- Data for processing -

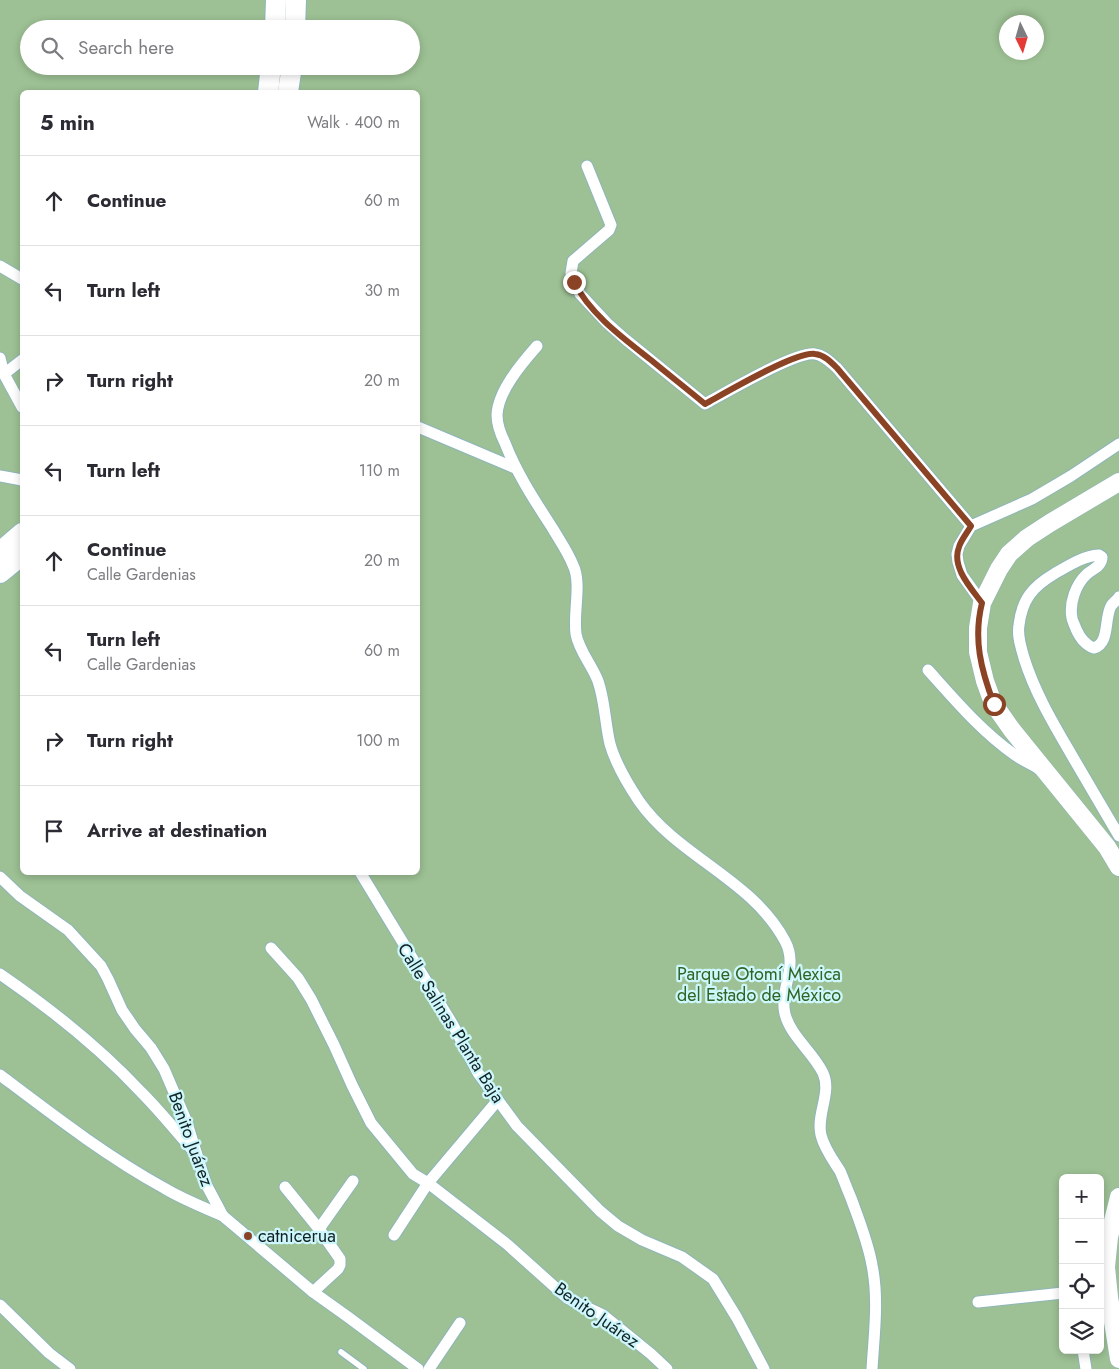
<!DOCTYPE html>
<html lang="en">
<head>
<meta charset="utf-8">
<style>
  :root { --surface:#fff; --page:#f2f2f3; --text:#2b2b33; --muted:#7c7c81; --line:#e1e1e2 }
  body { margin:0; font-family:Jost,sans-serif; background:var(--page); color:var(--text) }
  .controls { position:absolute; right:15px; bottom:15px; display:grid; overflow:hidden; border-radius:8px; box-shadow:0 2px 8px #0003 }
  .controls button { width:45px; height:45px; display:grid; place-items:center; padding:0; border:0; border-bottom:1px solid var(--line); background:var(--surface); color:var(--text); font:25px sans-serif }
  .compass { position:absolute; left:999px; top:15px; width:45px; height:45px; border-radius:50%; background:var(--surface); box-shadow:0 2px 8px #0003; rotate:175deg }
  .stop { position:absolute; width:15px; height:15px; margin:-11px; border:4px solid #8b4325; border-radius:50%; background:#fff }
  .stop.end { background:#8b4325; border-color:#fff; box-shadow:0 1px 5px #0008 }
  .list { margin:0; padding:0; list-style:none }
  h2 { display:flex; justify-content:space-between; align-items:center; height:65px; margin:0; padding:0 20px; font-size:21px }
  h2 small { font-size:16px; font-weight:400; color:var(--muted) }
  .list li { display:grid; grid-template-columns:32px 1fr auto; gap:15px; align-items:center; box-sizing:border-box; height:90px; padding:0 20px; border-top:1px solid var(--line) }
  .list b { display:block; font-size:19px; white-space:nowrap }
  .list p { margin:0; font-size:16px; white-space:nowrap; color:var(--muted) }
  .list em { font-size:16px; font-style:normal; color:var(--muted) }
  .icon { flex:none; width:28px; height:28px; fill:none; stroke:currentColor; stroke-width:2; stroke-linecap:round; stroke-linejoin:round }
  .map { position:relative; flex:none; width:1119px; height:1369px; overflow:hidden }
  .search { position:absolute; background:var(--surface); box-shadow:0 2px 8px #0003; left:20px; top:20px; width:400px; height:55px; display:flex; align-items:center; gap:12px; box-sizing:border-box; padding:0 18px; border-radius:28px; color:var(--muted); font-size:19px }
  .panel { position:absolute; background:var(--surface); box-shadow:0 2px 8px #0003; left:20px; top:90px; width:400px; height:785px; border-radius:8px }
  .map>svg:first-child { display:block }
  .green { fill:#9dc094; fill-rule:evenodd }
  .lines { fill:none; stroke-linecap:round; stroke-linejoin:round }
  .lane-casing { stroke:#8eb6ba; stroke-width:8 }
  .street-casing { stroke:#8eb6ba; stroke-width:13 }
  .primary-casing { stroke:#8eb6ba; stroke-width:19 }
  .highway-casing { stroke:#8eb6ba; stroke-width:22 }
  .lane { stroke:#fff; stroke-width:5.5 }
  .street { stroke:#fff; stroke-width:11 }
  .primary { stroke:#fff; stroke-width:18 }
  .highway { stroke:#fff; stroke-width:20 }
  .route { stroke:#8b4325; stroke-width:6 }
  .poi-dot { fill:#8b4325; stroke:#cdf7fc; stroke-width:2 }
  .labels { text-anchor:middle; stroke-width:4.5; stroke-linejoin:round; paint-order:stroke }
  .park-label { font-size:18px; fill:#306423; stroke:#cdf7fc }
  .street-label { font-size:18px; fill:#122224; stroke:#cdf7fc }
  .poi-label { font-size:18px; fill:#122224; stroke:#cdf7fc; text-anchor:start }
</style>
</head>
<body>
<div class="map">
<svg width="1119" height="1369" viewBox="0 0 1119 1369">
  <rect width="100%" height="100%" fill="#c0eaee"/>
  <!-- green -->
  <path class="green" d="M0,0H1119V1369H0ZM1006,22H1036V52H1006ZM29,29H411V66H29ZM22,92H418V872H22ZM1063,1178H1100V1350H1063Z"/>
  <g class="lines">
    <!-- lane casing -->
    <g class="lane-casing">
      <polyline id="lane" points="341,1352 364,1369"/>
    </g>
    <!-- street casing -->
    <g class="street-casing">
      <g id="street">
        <path d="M587,166L611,225L609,230L573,261L571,273L580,294L607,323L625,339L705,404C725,393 796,351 815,354C824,355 830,362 837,368L971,526"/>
        <polyline points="0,266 22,279"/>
        <path d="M537,346C522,363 498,391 497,415C497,424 501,435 505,443C517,474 535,501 553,529C560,541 568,552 573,565C582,583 573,612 576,634C579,651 592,665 598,681C605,701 605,723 610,744C616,765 627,783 639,801C678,857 752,879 785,941C799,967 779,989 785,1014C791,1037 813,1052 823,1073C832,1093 816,1114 821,1135C824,1148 833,1160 840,1171C844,1180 847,1189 851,1198C859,1220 868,1242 872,1265C879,1299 874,1335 872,1369"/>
        <polyline points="0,358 4,374 22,407"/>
        <polyline points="4,374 22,360"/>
        <polyline points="418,427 515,468"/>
        <polyline points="0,476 22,480"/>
        <path d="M1119,597C1117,600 1113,603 1111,606C1104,619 1110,643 1094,648C1085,645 1080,638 1076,629C1075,625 1072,621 1072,618C1069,603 1076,584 1087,574C1093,569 1102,566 1102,557L1099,555C1083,556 1068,566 1054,574C1032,587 1022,600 1019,625C1017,636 1021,647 1024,658C1035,693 1053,723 1071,754C1087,781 1103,809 1119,836"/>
        <polyline points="982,603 962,575 958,562 957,554 959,546 971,526 1032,499 1071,476 1119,444"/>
        <path d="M928,670C955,700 981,731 1015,755C1022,760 1031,764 1039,769"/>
        <polyline points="360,872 453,1025 478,1073 517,1126 600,1211 618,1226 642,1240 682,1257 713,1279 737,1318 764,1369"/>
        <polyline points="0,877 20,896 68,930 101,966 108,979 122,1010 135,1029 151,1048 164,1069 186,1120 206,1184 223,1216 313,1292 348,1317 418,1369"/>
        <polyline points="271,948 298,978 311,999 334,1045 352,1085 371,1123 413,1174 428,1183 508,1245 567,1298 603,1315 651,1354 667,1369"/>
        <path d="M0,974C51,1009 99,1047 141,1092C160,1111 177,1132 194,1152"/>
        <path d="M0,1075C53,1115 106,1156 164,1188C182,1199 203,1207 223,1216"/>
        <polyline points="285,1187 319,1229 340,1259 340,1265 338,1269 313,1292"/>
        <polyline points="319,1229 353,1181"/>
        <polyline points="394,1235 428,1183 498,1100"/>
        <polyline points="978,1302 1063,1293"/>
        <polyline points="0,1305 49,1353 70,1369"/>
        <polyline points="1083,1350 1086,1369"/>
        <polyline points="429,1369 460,1323"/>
      </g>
    </g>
    <!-- primary casing -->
    <g class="primary-casing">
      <g id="primary">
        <polyline points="1119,482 1050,523 1027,538 1009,554 999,569 982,603 978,628 978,652 985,681 993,703 1012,730 1107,847 1119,867"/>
        <polyline points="1119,1197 1109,1237 1106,1267 1109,1297 1119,1359"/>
      </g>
    </g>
    <!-- highway casing -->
    <g class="highway-casing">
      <g id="highway">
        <polyline points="275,29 276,0"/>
        <polyline points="295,29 296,0"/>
        <polyline points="268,92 271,66"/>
        <polyline points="288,92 292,66"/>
        <polyline points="0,552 22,533"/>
        <polyline points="0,573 22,555"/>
      </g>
    </g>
    <!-- lane -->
    <use href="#lane" class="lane"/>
    <!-- street -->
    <use href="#street" class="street"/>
    <!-- primary -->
    <use href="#primary" class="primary"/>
    <!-- highway -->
    <use href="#highway" class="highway"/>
  </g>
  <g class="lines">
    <!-- route -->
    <path class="route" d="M574,282C590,314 623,338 651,360C669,375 687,389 705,404C725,393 796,351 815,354C824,355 830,361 837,368L971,526C967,533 961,540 959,547C951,567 971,588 982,603C973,639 981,670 994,704"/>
  </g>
  <!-- markers -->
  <circle class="poi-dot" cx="248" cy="1236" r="5"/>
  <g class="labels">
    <!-- park labels -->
    <g class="park-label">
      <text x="759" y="980">Parque Otomí Mexica<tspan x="759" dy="21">del Estado de México</tspan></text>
    </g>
    <!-- street labels -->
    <g class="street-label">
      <text transform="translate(451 1023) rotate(58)" y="6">Calle Salinas Planta Baja</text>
      <text transform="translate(191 1139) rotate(70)" y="6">Benito Juárez</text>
      <text transform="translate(597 1315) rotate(35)" y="6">Benito Juárez</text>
    </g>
    <!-- poi labels -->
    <g class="poi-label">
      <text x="258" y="1242">catnicerua</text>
    </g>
  </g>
</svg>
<div class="controls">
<button>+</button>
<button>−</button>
<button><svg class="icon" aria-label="locate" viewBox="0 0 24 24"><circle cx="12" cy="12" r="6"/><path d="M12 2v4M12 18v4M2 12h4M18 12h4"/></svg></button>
<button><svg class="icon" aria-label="layers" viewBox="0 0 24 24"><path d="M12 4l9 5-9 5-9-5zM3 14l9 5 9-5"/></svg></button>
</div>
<svg class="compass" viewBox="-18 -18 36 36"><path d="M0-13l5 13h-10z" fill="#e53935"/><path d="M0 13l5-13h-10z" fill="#7c7c81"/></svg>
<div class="stop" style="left:994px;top:704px"></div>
<div class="stop end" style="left:574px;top:282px"></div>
<div class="search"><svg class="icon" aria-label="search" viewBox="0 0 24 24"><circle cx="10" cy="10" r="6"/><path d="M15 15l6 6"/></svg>Search here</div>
<section class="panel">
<h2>5 min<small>Walk · 400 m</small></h2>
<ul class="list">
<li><svg class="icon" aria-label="ahead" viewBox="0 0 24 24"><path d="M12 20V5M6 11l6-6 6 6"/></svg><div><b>Continue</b></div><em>60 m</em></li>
<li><svg class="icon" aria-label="left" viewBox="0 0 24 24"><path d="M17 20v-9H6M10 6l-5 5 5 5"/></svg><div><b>Turn left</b></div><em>30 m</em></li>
<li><svg class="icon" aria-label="right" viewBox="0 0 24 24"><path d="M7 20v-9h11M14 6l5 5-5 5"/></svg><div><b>Turn right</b></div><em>20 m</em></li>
<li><svg class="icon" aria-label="left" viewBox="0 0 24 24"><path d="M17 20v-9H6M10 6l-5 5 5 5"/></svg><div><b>Turn left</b></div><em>110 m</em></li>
<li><svg class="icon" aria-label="ahead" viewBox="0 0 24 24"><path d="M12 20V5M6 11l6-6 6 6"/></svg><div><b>Continue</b><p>Calle Gardenias</p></div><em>20 m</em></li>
<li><svg class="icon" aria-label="left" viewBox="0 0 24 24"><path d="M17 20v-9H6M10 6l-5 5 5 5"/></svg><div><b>Turn left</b><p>Calle Gardenias</p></div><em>60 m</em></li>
<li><svg class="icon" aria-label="right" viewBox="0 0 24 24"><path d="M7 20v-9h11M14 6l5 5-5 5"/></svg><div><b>Turn right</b></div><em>100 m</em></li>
<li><svg class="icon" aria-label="arrive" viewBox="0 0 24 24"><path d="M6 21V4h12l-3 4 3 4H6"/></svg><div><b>Arrive at destination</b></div></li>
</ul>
</section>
</div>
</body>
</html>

- What is being asked -
Tally the lines of the material above that include the string "controls", then give the number with no other text.

- Written response -
3